While Tjahyadi knew about the charms of bone broth as a child, the stock only recently soared in popularity nationwide, with no particular ethnicity accounting for it. The trend began in 2014, when New York Chef Marco Canora started selling his version of brodo by the cup from a small window in Hearth, his East Village restaurant. It was a sellout, especially since the James Beard Award–winning chef claimed to have revitalized his own health by including the broth in his diet. Broth mania went viral, and health claims for its powers soared; it was said to reduce inflammation, regenerate internal organs, rejuvenate skin, nails and hair, and enhance immunity to colds and other illnesses.
By the time that trend peaked, bone broth had gone mainstream, and commercially packaged versions can now be found everywhere from Whole Foods to WalMart.
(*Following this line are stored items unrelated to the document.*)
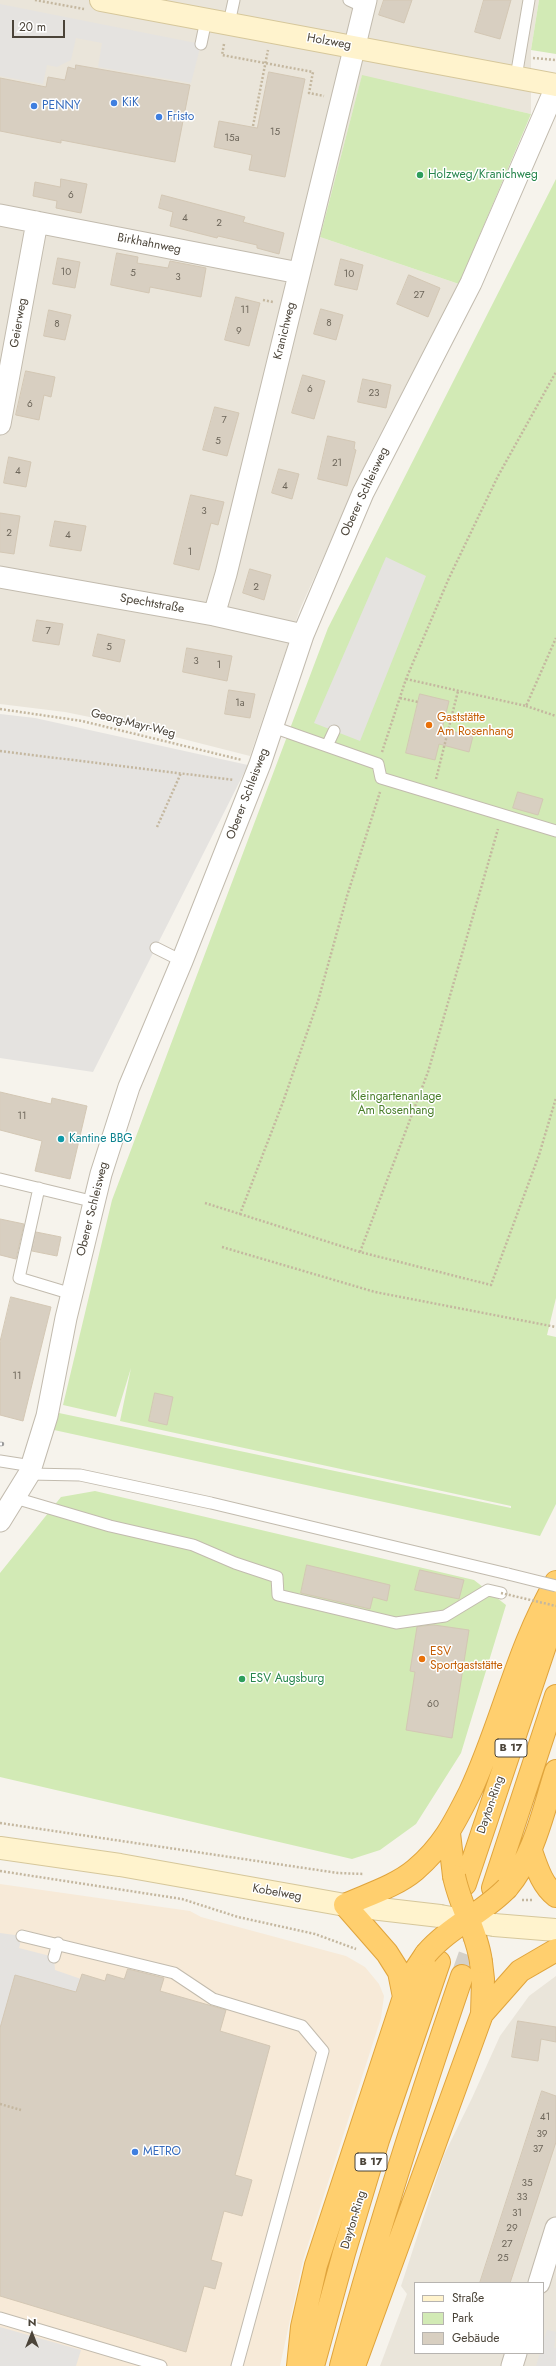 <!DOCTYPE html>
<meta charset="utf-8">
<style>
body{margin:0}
#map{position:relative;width:556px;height:2366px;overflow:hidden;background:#f6f3ec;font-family:Jost,sans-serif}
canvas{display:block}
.legend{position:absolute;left:414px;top:2282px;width:130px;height:72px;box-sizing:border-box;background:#fff;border:1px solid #b7b4b0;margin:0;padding:5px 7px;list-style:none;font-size:12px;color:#4b4439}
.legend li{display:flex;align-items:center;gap:8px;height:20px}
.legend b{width:20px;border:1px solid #b7b4b0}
.north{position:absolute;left:12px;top:2314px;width:40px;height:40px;-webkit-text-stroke:3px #fff;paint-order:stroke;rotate:0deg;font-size:11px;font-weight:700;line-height:16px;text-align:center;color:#4b4439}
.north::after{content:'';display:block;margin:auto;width:14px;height:18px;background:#4b4439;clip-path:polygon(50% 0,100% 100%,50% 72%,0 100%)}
.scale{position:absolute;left:12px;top:20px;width:53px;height:18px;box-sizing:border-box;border:2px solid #4b4439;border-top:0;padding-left:5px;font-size:12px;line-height:14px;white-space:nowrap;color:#4b4439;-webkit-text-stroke:3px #fff;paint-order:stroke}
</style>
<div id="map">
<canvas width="556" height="2366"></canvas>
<ul class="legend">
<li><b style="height:5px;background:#fff3cd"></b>Straße</li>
<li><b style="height:11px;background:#d2eab5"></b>Park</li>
<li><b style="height:11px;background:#d8cfc1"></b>Gebäude</li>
</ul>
<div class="north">N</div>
<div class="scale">20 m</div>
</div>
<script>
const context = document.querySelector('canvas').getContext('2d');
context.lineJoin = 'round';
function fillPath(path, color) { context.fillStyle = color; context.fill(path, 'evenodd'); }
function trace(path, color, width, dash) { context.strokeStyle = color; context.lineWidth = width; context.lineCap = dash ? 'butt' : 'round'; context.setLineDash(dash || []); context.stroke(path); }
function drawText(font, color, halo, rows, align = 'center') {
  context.font = font + ' Jost,sans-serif'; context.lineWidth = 3; context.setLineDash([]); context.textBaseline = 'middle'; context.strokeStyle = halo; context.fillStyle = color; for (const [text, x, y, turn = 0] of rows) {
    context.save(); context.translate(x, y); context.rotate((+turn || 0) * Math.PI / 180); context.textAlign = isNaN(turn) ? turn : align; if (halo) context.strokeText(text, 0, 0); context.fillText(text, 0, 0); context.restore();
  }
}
fillPath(new Path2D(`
 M0 0H539L531 50V114L362 76 320 237 459 284 373 448 300 609 250 756 124 724 65 712 0 704Z
 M556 1976V2366H380L407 2294 401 2286 444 2155 472 2098 500 2036 529 1996ZM415 2283H543V2353H415Z`), '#eae5da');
fillPath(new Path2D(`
 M0 1884 190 1911 201 1917 346 1956 365 1967 379 1984 384 1996 381 2018 303 2260 280 2366H0Z`), '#f7ead8');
fillPath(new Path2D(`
 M539 0H556V54L531 50Z
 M362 75 531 114 459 284 320 237Z
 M556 179V1298L547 1335 556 1337V1504L540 1536 54 1430 59 1413 511 1508V1506L120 1421 131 1368 116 1417 63 1405 112 1200 328 628Z
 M95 1491 474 1580 506 1605 461 1753 416 1824 380 1850 352 1859 0 1777V1573L61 1497Z`), '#d2eab5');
fillPath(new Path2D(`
 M0 4 201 44 191 83 98 67 102 43 76 38 71 60 57 67 47 65 43 84 0 76Z
 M386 557 426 576 360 741 314 723Z
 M0 714 35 718 248 765 93 1072 0 1058Z
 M0 1933 22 1936 19 1948 54 1957 55 1970 81 1979 0 2263Z
 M0 2327 81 2350 76 2366H0Z
 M547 2330 556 2332 554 2348H556V2366H536L540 2353H543V2342Z`), '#e5e3e0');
const building = new Path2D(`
 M384 0H412L404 23 379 15Z
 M484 0H511L500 39 475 32Z
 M76 65 190 85 175 162 61 140V143L0 131V78L46 87 48 77 65 80 68 67 75 69Z
 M269 72 305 79 285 177 249 170 252 155 214 147 219 121 257 128Z
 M61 179 87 184 81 213 56 208 57 201 33 196 35 182 60 187Z
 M162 195 245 217 243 222 284 233 279 254 257 248V245L218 236 217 238 170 226 173 212 159 208Z
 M117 253 138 257 137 263 168 268 170 261 206 268 201 297 150 287 149 293 111 285Z
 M58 258 80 262 75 288 53 284Z
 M341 259 363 265 357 290 335 285Z
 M409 275 440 288 428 317 397 304Z
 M236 297 260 303 249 346 225 340Z
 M321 309 343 315 336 340 314 334Z
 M49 310 71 315 65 340 44 336Z
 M26 371 55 377 51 397 44 395 39 420 16 415Z
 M303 375 325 381 314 419 292 413Z
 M363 379 391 385 386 408 358 402Z
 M215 407 239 413 227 456 203 450Z
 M328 436 355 442 354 449 356 450 347 486 318 479Z
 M9 457 31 462 26 487 4 483Z
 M279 469 299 474 292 499 272 493Z
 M191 495 224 502 218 525 211 523 199 570 174 564Z
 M0 513 20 516 14 554 0 552Z
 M55 521 86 526 81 551 50 546Z
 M250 569 271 575 264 600 243 593Z
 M37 620 63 624 59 645 33 641Z
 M98 634 125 640 120 662 93 656Z
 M187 648 232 656 227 681 183 672Z
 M229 690 255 694 250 718 225 714Z
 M420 694 449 701 442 729 473 736 469 752 439 744 435 760 406 753Z
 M518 792 543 799 538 815 513 808Z
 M0 1092 51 1104 52 1098 87 1106 70 1179 35 1171 42 1141 0 1130Z
 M0 1219 24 1224 16 1259 0 1255Z
 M36 1232 61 1237 57 1256 32 1251Z
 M11 1297 51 1307 23 1421 0 1415V1342Z
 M155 1393 173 1397 167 1425 149 1421Z
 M307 1565 390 1585 387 1601 373 1597 370 1609 301 1593Z
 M420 1570 464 1580 459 1599 415 1590Z
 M434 1625 469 1630 452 1738 406 1730 415 1672 410 1671 417 1627Z
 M128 1969 164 1978 160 1991 226 2010 220 2031 270 2046 235 2175 252 2180 242 2216 224 2211 211 2260 222 2263 215 2289 204 2286 186 2352 0 2296V2028L15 1975 76 1992 82 1974 105 1981 107 1974 124 1979Z
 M518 2021 556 2027V2042L541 2039 538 2061 512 2057Z
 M542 2091 556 2096V2142L510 2283H480Z`);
fillPath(building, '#d8cfc1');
trace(building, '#d3c7b4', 1);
trace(new Path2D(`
 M462 1976 479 1928`), '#d4d0c8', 22, [22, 11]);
const lane = new Path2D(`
 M349 0 364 7
 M229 23 234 0
 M201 44 206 20
 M516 77 529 0
 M273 727 378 764 381 778 556 831
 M327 746 334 731
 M156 948 182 961
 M0 1179 95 1202
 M39 1188 19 1278 72 1294
 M0 1461 32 1466
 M29 1474 80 1475 211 1503 508 1574
 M15 1498 110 1526 193 1545 235 1563 277 1577 278 1595 396 1623 445 1616 488 1590 501 1593
 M22 1936 174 1973 213 1999 302 2026 323 2051 237 2366
 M54 1957 58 1943
 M0 2318 161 2366`);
const street = new Path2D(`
 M0 215 299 273
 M0 424 37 222
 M0 577 214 615 303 635
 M214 615 226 574 366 0
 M0 1521 29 1474 47 1416 66 1318 101 1174 129 1087 182 961 260 764 303 635 363 493 471 283 556 87
 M539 2283 556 2228
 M512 2366 516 2353`);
const secondary = new Path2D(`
 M101 0 556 85
 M0 1848 120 1865 345 1905 440 1916
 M494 1925 556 1930`);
const highway = new Path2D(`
 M449 1833 454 1876
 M531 1851C537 1868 542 1885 556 1896
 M465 1884 556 1613
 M493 1888 556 1696
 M507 1888C535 1855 543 1811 556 1771
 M404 1997 416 1969 426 1954
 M482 2014 520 1971 556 1950
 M298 2366 302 2327 316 2265 404 1997 399 1972 387 1953 345 1905C367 1895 396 1886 415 1870 443 1846 454 1824 470 1792 502 1724 517 1648 556 1582
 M313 2366 344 2253 378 2140 439 1962
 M341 2366C376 2234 418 2105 462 1976
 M354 2366 482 2014 483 1979 481 1962`);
trace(lane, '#c2bbae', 13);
trace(street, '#c2bbae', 23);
trace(secondary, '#d6c79b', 24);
trace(highway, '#e0a43c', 24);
trace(new Path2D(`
 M35 0 84 9
 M224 44 222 55 313 72 309 93 324 96
 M533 58 556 60
 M253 126 268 50
 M263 300 273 302
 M406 679 526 706 556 638
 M400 698 418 702
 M526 706 556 716
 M0 709 82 721 242 760
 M0 751 234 780
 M382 752 406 679 449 578 498 476 556 372
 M436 779 458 691
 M157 827 181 773
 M205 1203 240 1214 283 1102 318 1001 347 896 380 792
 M240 1214 360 1252 491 1285 539 1155 556 1098
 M222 1247 375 1292 556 1327
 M360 1252 428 1072 498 829
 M0 1823 338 1873 364 1874
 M0 1871 182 1899 238 1917 315 1934 356 1949
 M522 1900H533
 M0 2104 21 2110`), '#c4b79f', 2.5, [2, 2]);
trace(lane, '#fff', 11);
trace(street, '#fff', 21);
trace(secondary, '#fff3cd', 22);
trace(highway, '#ffcf6e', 22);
const rail = new Path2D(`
 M0 1444H2`);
trace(rail, '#9a9a9a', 4.5);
trace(rail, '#fff', 3, [9]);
const laneBridge = new Path2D(`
 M508 1574 556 1586`);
const secondaryBridge = new Path2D(`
 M440 1916 494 1925`);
const highwayBridge = new Path2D(`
 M454 1876C460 1906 477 1932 481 1962
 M426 1954C449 1927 483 1913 507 1888`);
trace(laneBridge, '#c2bbae', 13, []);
trace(secondaryBridge, '#d6c79b', 24, []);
trace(highwayBridge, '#e0a43c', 24, []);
trace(new Path2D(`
 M501 1593 556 1606`), '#c4b79f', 2.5, [2, 2]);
trace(laneBridge, '#fff', 11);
trace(secondaryBridge, '#fff3cd', 22);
trace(highwayBridge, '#ffcf6e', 22);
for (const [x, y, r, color] of [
 [114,103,4,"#3f7fe0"],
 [34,106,4,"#3f7fe0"],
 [159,117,4,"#3f7fe0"],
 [420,175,4,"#2e9e5b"],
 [429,725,4,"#e8710a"],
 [61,1139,4,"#0f9aa8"],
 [422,1659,4,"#e8710a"],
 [242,1679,4,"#2e9e5b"],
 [135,2152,4,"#3f7fe0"]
]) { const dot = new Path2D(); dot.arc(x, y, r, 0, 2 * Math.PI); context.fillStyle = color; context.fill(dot); trace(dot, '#fff', 1.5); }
drawText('10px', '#6e675b', null, [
 ["15",275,133],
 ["15a",232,139],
 ["6",71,196],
 ["4",185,219],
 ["2",219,224],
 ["10",66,273],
 ["5",133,274],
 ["10",349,275],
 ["3",178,278],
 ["27",419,296],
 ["11",245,311],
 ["8",329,324],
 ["8",57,325],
 ["9",239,332],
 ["6",310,390],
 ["23",374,394],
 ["6",30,405],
 ["7",224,421],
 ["5",218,442],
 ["21",337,464],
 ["4",18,472],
 ["4",285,487],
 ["3",204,512],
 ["2",9,534],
 ["4",68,536],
 ["1",190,553],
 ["2",256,588],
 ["7",48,632],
 ["5",109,648],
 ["3",196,662],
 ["1",219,666],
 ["1a",240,704],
 ["11",22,1117],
 ["11",17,1377],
 ["60",433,1705],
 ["41",545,2118],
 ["39",542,2135],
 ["37",538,2150],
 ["35",527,2184],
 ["33",522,2198],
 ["31",517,2214],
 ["29",512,2229],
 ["27",507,2245],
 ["25",503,2259]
]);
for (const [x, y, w] of [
 [511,1748,32],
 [371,2162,32]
]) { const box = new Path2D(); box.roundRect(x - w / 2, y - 9, w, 18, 3); context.fillStyle = '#fff'; context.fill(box); trace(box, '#4b4439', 1); }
drawText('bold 11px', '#4b4439', null, [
 ["B 17",511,1748],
 ["B 17",371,2162]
]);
drawText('12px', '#4b4439', '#fff', [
 ["Holzweg",329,42,10],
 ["Birkhahnweg",149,244,11],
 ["Geierweg",19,323,-80],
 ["Kranichweg",285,331,-76],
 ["Oberer Schleisweg",365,492,-65],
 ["Spechtstraße",152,604,10],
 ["Georg-Mayr-Weg",133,724,14],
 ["Oberer Schleisweg",248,794,-69],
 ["Oberer Schleisweg",93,1209,-76],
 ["Dayton-Ring",491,1805,-71],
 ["Kobelweg",277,1893,10],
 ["Dayton-Ring",354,2220,-73]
]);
drawText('12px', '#366cbe', '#fff', [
 ["KiK",122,103],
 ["PENNY",42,106],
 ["Fristo",167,117],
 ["METRO",143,2152]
], 'left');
drawText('12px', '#27864d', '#fff', [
 ["Holzweg/Kranichweg",428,175],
 ["ESV Augsburg",250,1679]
], 'left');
drawText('12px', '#c56008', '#fff', [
 ["Gaststätte",437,718],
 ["Am Rosenhang",437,732],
 ["ESV",430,1652],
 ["Sportgaststätte",430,1666]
], 'left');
drawText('12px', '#4a7f2a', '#fff', [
 ["Kleingartenanlage",396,1097],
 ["Am Rosenhang",396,1111]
]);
drawText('12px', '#0d838f', '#fff', [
 ["Kantine BBG",69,1139]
], 'left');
</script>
Food experts say the mass-produced packaged broth bears little relation to the product created lovingly at home with only fine, fresh ingredients or in the relatively few restaurants that spend the time and money to make the purest broth from the best ingredients in the time-honored (and time-consuming) way. Many canned or boxed bone broths contain added sodium, sugar, artificial colorings or colorings, and the quality of basic ingredients can be less than top-notch.
Of course, Chef Erwin is right about bone broth’s ancient lineage. It’s been around as long as humans have cooked with fire. Chinese medics prescribed it more than 2,500 years ago to support digestive health, as a blood builder and to strengthen kidneys. In 12th-century Egypt, physician/philosopher Moses Maimonides was said to prescribe chicken soup as a remedy for colds and asthma — and to this day, chicken soup is sometimes known as “Jewish penicillin” for its powers to calm colds and flus. A 2000 study published in Chest, the official journal of the American College of Chest Physicians, bolstered that contention. Researchers found that patients who consumed chicken soup “seem to experience a mild reduction in inflammation that helped reduce symptoms of an upper respiratory tract infection.” Even experts who say the benefits have been overblown acknowledge that it might have some healthful advantages.
A small but growing number of advocates have even started sipping bone broth instead of coffee as their morning and work-break drink of choice — but Starbuck’s needn’t worry yet. “You feel better when you drink it rather than coffee,” Chef Erwin says. And, always thinking ahead, he plans to bottle and distribute his Bone Kettle version in mason jars within a year or so. “It’s perishable and it will be fresh, and have instructions along with it,” he says. “Nothing boxed, canned or frozen would be as good.”